Tags: #Policíaco, #Thriller

Muerte en Hamburgo (34 page)

Menzel se encendió un cigarrillo con lo que quedaba del otro. Fabel volvió a fijarse en las manchas amarillentas en las yemas de los dedos.

—¿Gisela era tan fanática como el resto de ustedes?

La sonrisa de Menzel estaba cargada de tristeza.

—Era la más fanática. Karl-Heinz fue su primer amante. Estaba loca por él. Lo que ha dicho antes usted era cierto. No le quedó más remedio que matarla. Karl-Heinz la había programado para matar. Usted sólo fue el instrumento que provocó su muerte: él fue el artífice.

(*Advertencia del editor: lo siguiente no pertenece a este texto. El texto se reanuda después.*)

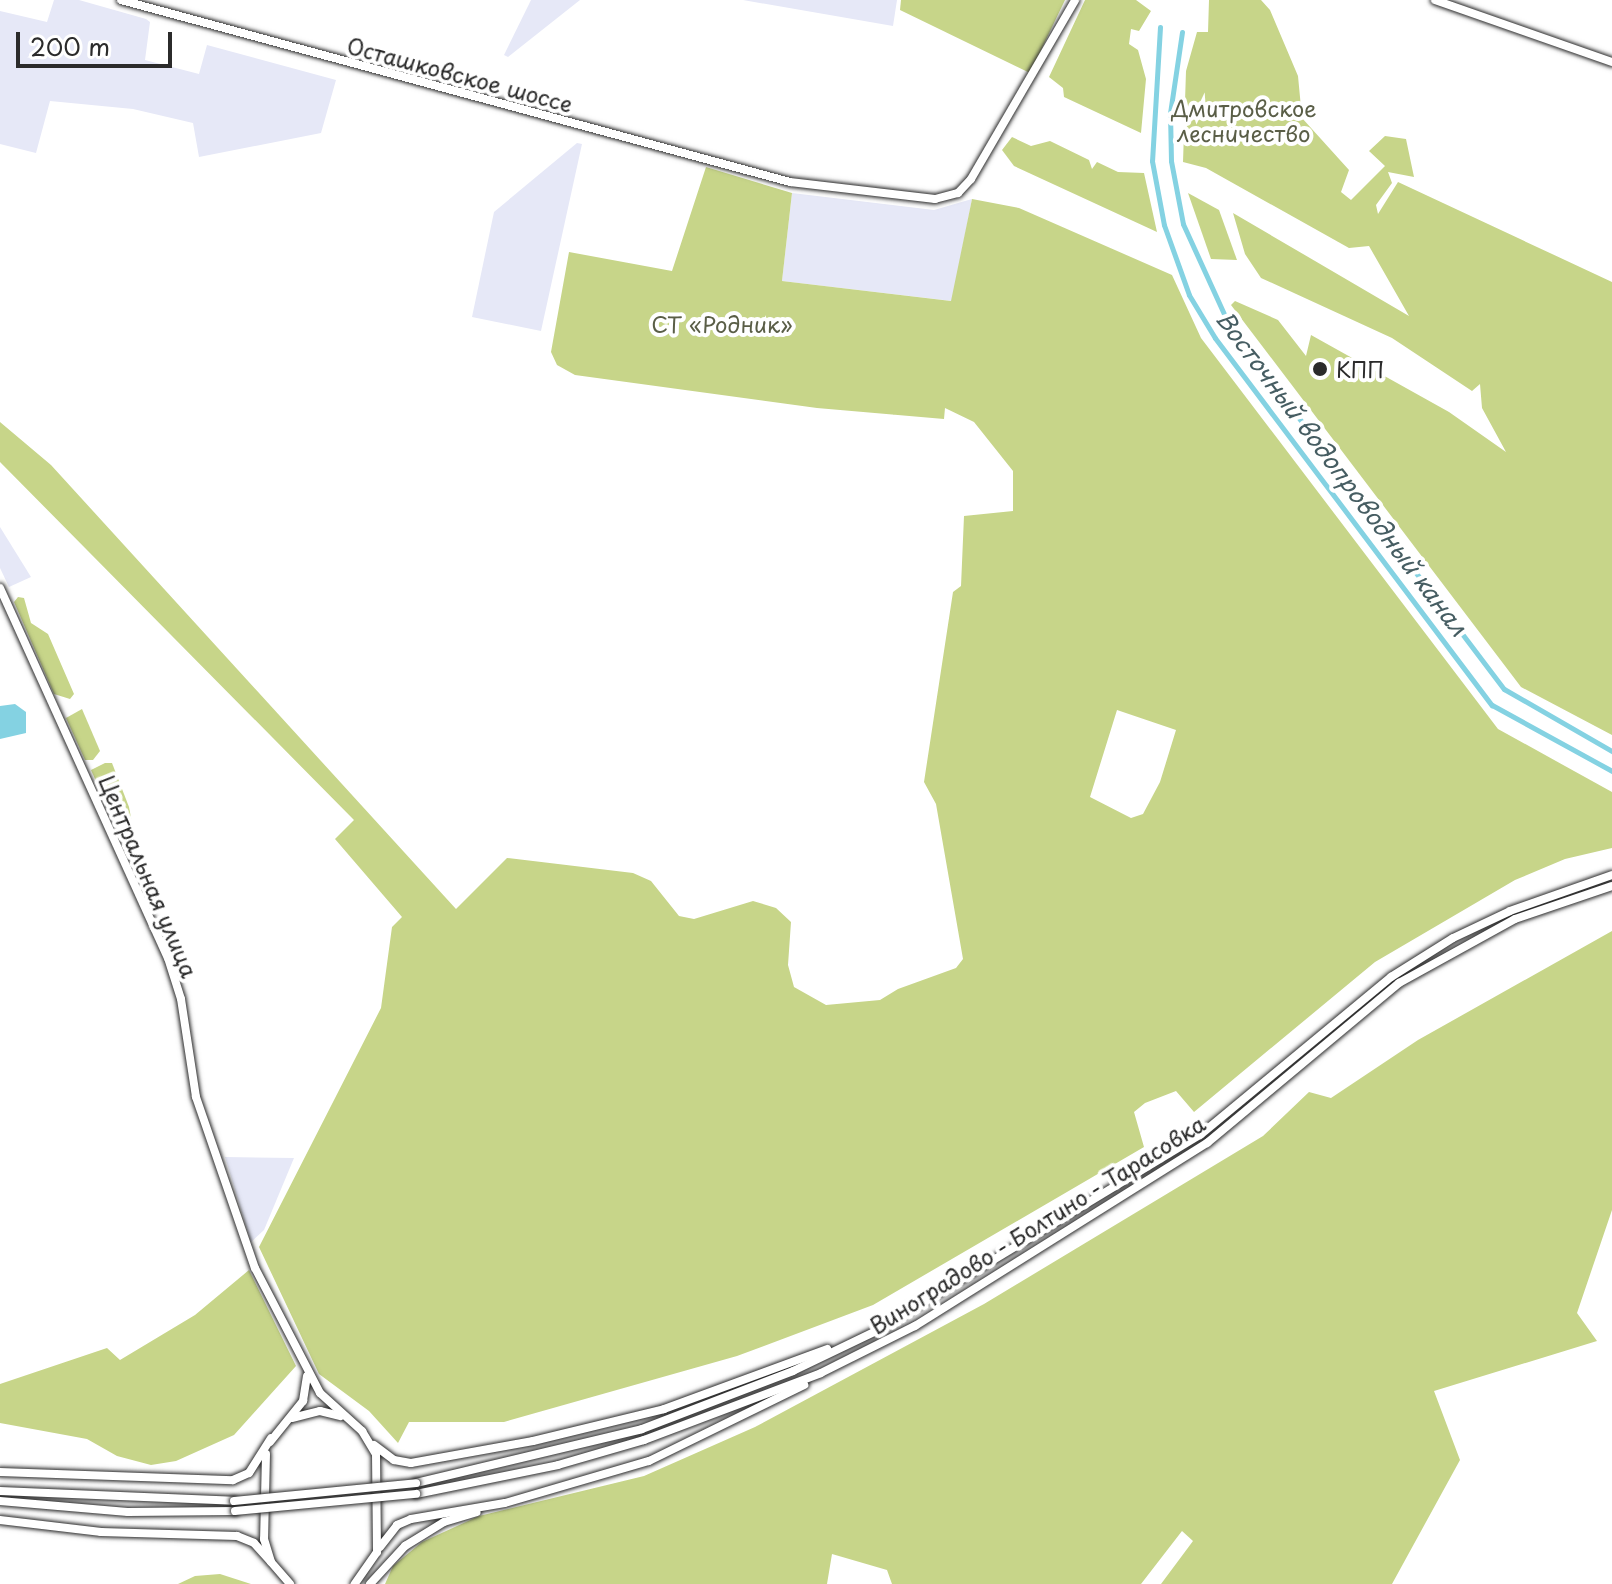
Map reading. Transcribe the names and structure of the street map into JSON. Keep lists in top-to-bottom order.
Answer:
{
  "streets": {
    "main road": ["Осташковское шоссе", "Центральная улица", "Виноградово - Болтино - Тарасовка"]
  },
  "crossings": [
    ["Центральная улица", "Виноградово - Болтино - Тарасовка"]
  ],
  "water": ["Восточный водопроводный канал"],
  "parks": ["Дмитровское лесничество", "СТ «Родник»"],
  "places": ["КПП"],
  "scale_bar": "200 m"
}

—Lo que no entiendo es por qué. —La perplejidad de Fabel era auténtica—. ¿Por qué Svensson, por qué usted, sentían la necesidad de hacer lo que hicieron? ¿Qué era tan terrible en nuestra sociedad para tenerle que declarar la guerra?

Menzel se quedó un momento callada antes de contestar.

—Es la enfermedad alemana. La falta de historia. La falta de una identidad clara. Intentar descubrir quiénes somos. Es lo que nos llevó al nazismo. Es lo que hizo que nos convirtiéramos en sucedáneos de los norteamericanos después de la guerra: como un niño descarriado que intenta llevarse bien con su padre imitándolo. Era esa banalidad ultracapitalista, de palomitas, lo que despreciábamos. Declaramos la guerra a la mediocridad —dijo con una sonrisa sarcástica—, y ganó la mediocridad.

Fabel se quedó mirando el té fijamente. Sabía cuál tenía que ser su siguiente pregunta. Ya sabía la respuesta, aunque tenía que preguntarlo de todas formas.

—¿Svensson está muerto de verdad?

Se suponía que Svensson había muerto durante el tiroteo cuando su grupo intentó asesinar al entonces Erste Bürgermeister de Hamburgo. Una bala disparada por un policía alcanzó el depósito de gasolina del coche de Svensson, y éste se incendió. Svensson murió quemado. Después de su muerte, la policía no pudo encontrar el historial dental clave para determinar su identidad. Svensson, el terrorista consumado, se había pasado años borrando su existencia de los archivos oficiales.

Marlies Menzel se tomó un momento para responder. Se recostó en su silla y dio una calada al cigarrillo, estudiando a Fabel como si lo evaluara.

—Sí, Herr Fabel. Karl-Heinz murió en aquel coche. Se lo aseguro.

Fabel la creyó.

—Será mejor que vuelva ya a Hamburgo —le dijo—. Siento haberla molestado.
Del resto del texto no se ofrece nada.